Wednesday 21 November 2012

Cold from Hell

I took a break because my brain hurt, my eyes were bugging and my tummy was angry. It all started on Friday when I officially called it break day, a break from watching everything that goes into my mouth, a break from working out. That break turned into a bit of a vacation from the world. My brain wanted to explode from my head, and the only way I knew to calm the monster from within was to take a break from everything.

Friday I ate a little bit of everything, chocolate, chips..it was so glorious to eat whatever. Did I really want it? hard to say, it was more because I had it in my head it was break day so I could eat it. My allowance of eating whatever took to it's true value and I truly ate whatever, my mentality became so "whatever" it carried over to not caring if I worked out or not. I am still questioning if I want to go to the gym at lunch because I'm still recovering from my feeling like crap both mentally and physically.

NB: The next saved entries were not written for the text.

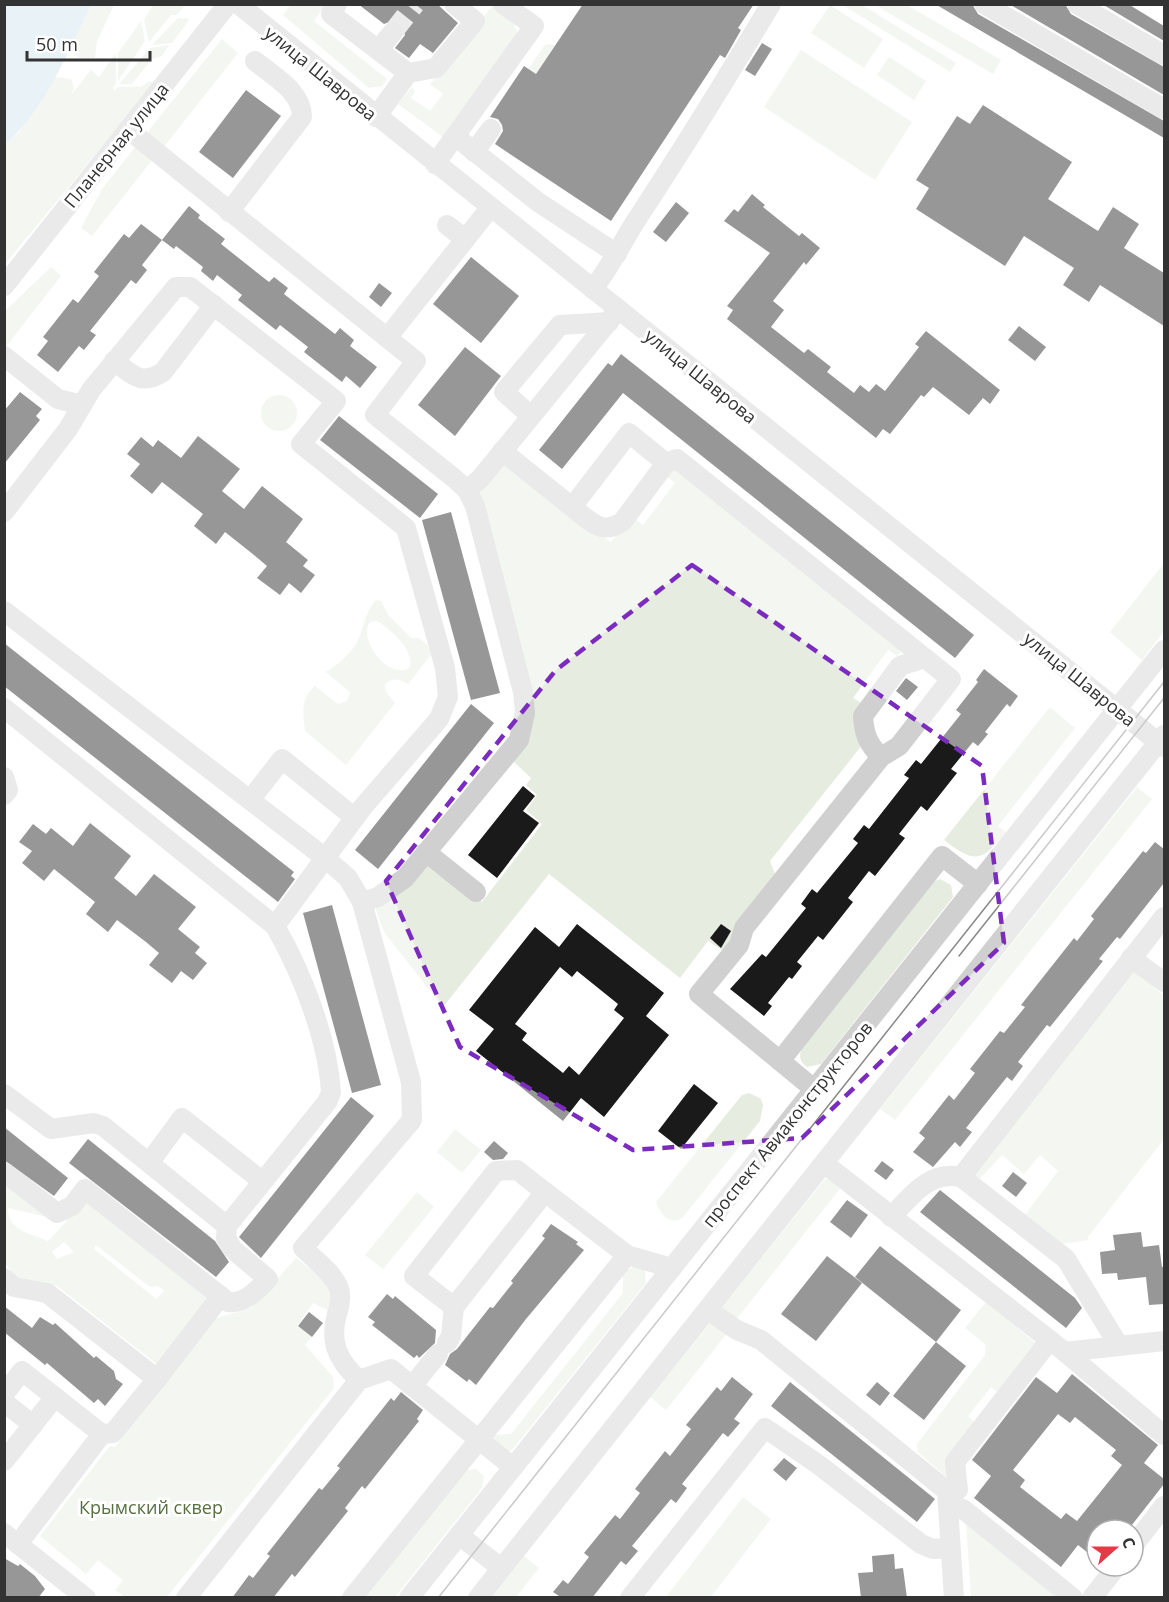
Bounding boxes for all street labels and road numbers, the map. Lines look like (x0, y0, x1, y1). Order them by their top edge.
street label: улица Шаврова (260, 20, 382, 126)
street label: Планерная улица (58, 78, 174, 212)
street label: улица Шаврова (640, 323, 762, 429)
street label: улица Шаврова (1019, 626, 1141, 732)
street label: проспект Авиаконструкторов (697, 1016, 877, 1232)

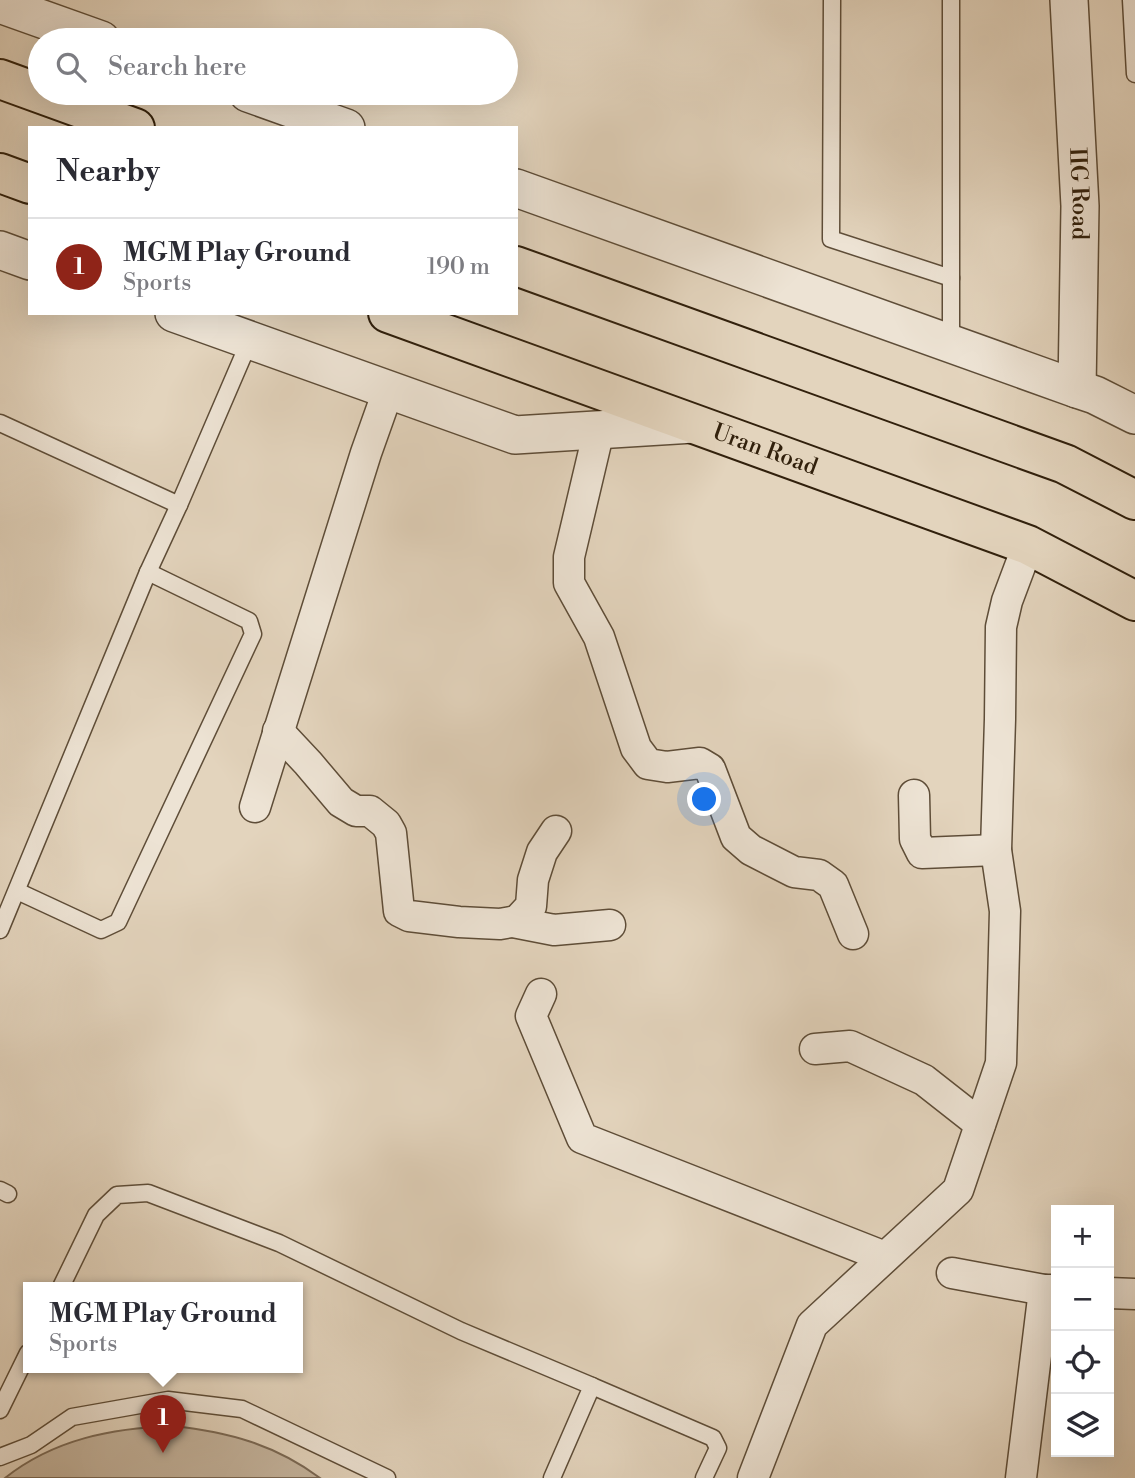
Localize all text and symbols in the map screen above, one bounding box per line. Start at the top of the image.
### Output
search box [28,28,518,105]
icon: search [52,48,90,86]
text: Search here [108,51,247,83]
street label: IIG Road [1063,147,1094,240]
text: Nearby [56,153,160,191]
text: MGM Play Ground [123,237,351,269]
text: 1 [73,253,85,281]
text: 190 m [427,253,490,281]
text: Sports [123,269,191,297]
street label: Uran Road [709,418,821,482]
your location [687,782,721,816]
map controls [1051,1205,1114,1457]
button: + [1051,1205,1114,1268]
button: − [1051,1268,1114,1331]
popup [23,1282,303,1373]
text: MGM Play Ground [49,1298,277,1330]
text: Sports [49,1330,117,1358]
button: locate [1051,1331,1114,1394]
button: layers [1051,1394,1114,1457]
pin: 1 [140,1395,186,1453]

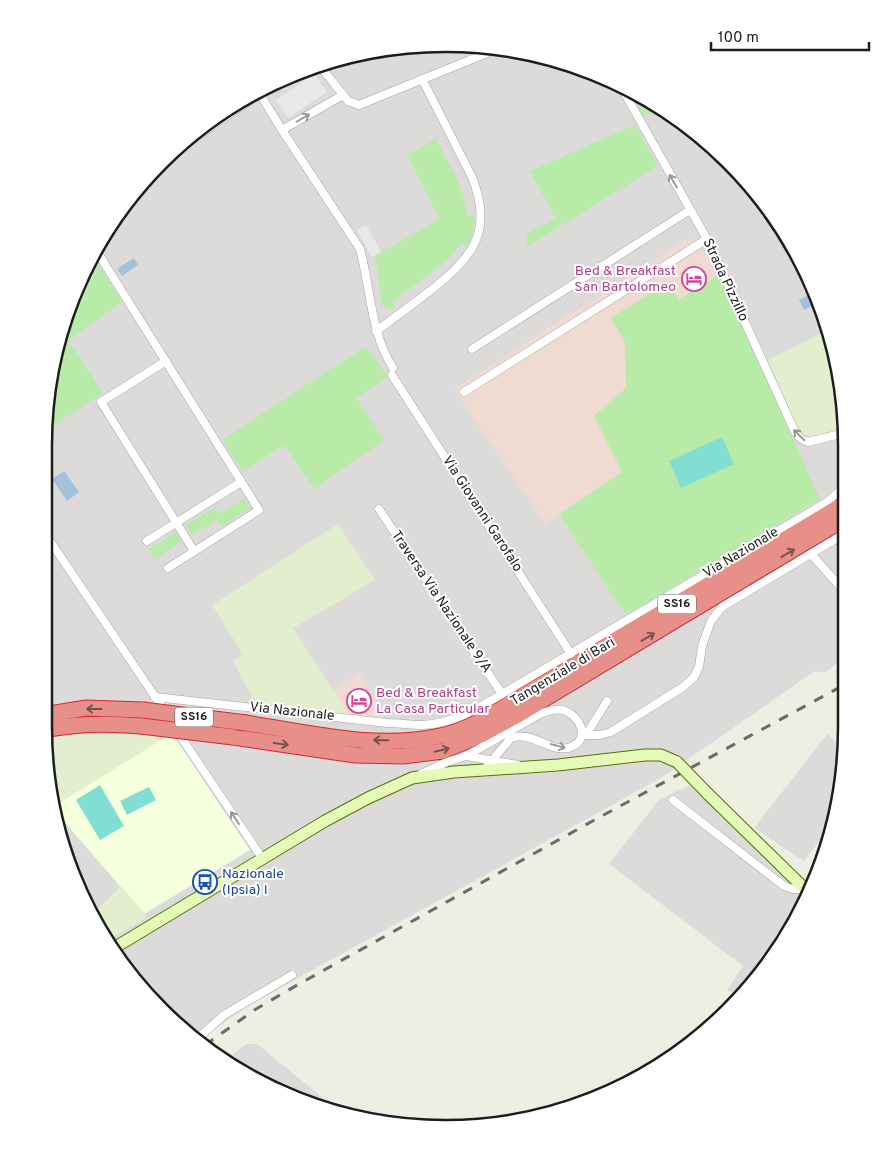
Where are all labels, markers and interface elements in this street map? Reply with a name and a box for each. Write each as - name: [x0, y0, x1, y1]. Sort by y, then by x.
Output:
- scale bar: [711, 20, 868, 52]
- text: 100 m: [718, 29, 759, 48]
- one-way arrow: [295, 112, 309, 122]
- one-way arrow: [668, 174, 678, 188]
- street label: Strada Pizzillo: [698, 236, 752, 324]
- place label: Bed & Breakfast San Bartolomeo: [574, 263, 676, 296]
- hotel icon: Bed & Breakfast San Bartolomeo: [681, 266, 707, 292]
- one-way arrow: [793, 429, 805, 441]
- street label: Via Giovanni Garofalo: [438, 453, 526, 575]
- street label: Via Nazionale: [700, 524, 782, 582]
- street label: Traversa Via Nazionale 9/A: [387, 528, 495, 676]
- one-way arrow: [780, 548, 794, 558]
- road number: SS16: [658, 594, 696, 614]
- one-way arrow: [641, 631, 655, 641]
- street label: Tangenziale di Bari: [508, 634, 618, 710]
- place label: Bed & Breakfast La Casa Particular: [376, 685, 490, 718]
- hotel icon: Bed & Breakfast La Casa Particular: [346, 688, 372, 714]
- street label: Via Nazionale: [249, 699, 335, 725]
- one-way arrow: [86, 704, 102, 714]
- road number: SS16: [175, 708, 213, 726]
- one-way arrow: [373, 736, 389, 745]
- one-way arrow: [273, 739, 289, 749]
- one-way arrow: [549, 742, 565, 752]
- one-way arrow: [434, 745, 450, 754]
- one-way arrow: [230, 811, 240, 825]
- place label: Nazionale (Ipsia) I: [222, 866, 284, 899]
- bus stop icon: Nazionale (Ipsia) I: [192, 869, 218, 895]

The little voice in my head reminds me I can work out at home. I would really like to workout at home. I would REALLY REALLY like that.

On a positive note. My jewelry business is making a come back from the grave. That's right, I have a small hobby in jewelry making. I was making so many pieces and loving the experience but it quickly went to the backburner when I lost my creative juices. The metal I was using was not the best, the beads I had bought were no longer sufficient, my work space was a little trunk that I used to work on with my mannequin and a couch that broke my back. I need order in my space! a good chair, a table that I can work on and an order of metals and beads that I am confident are the best of the best.

I have a problem with creating pieces when my mind is not in the right space. I don't like selling my pieces when I am in a negative space. So I am taking a break from creating pieces and working on myself and creating order with my business, my space is not negative but scattered at the moment. I will post some pictures of my new pieces when I get back into my creative flow. If you are interested in seeing the pieces I've created thus far, please stop by my facebook page 2dash3.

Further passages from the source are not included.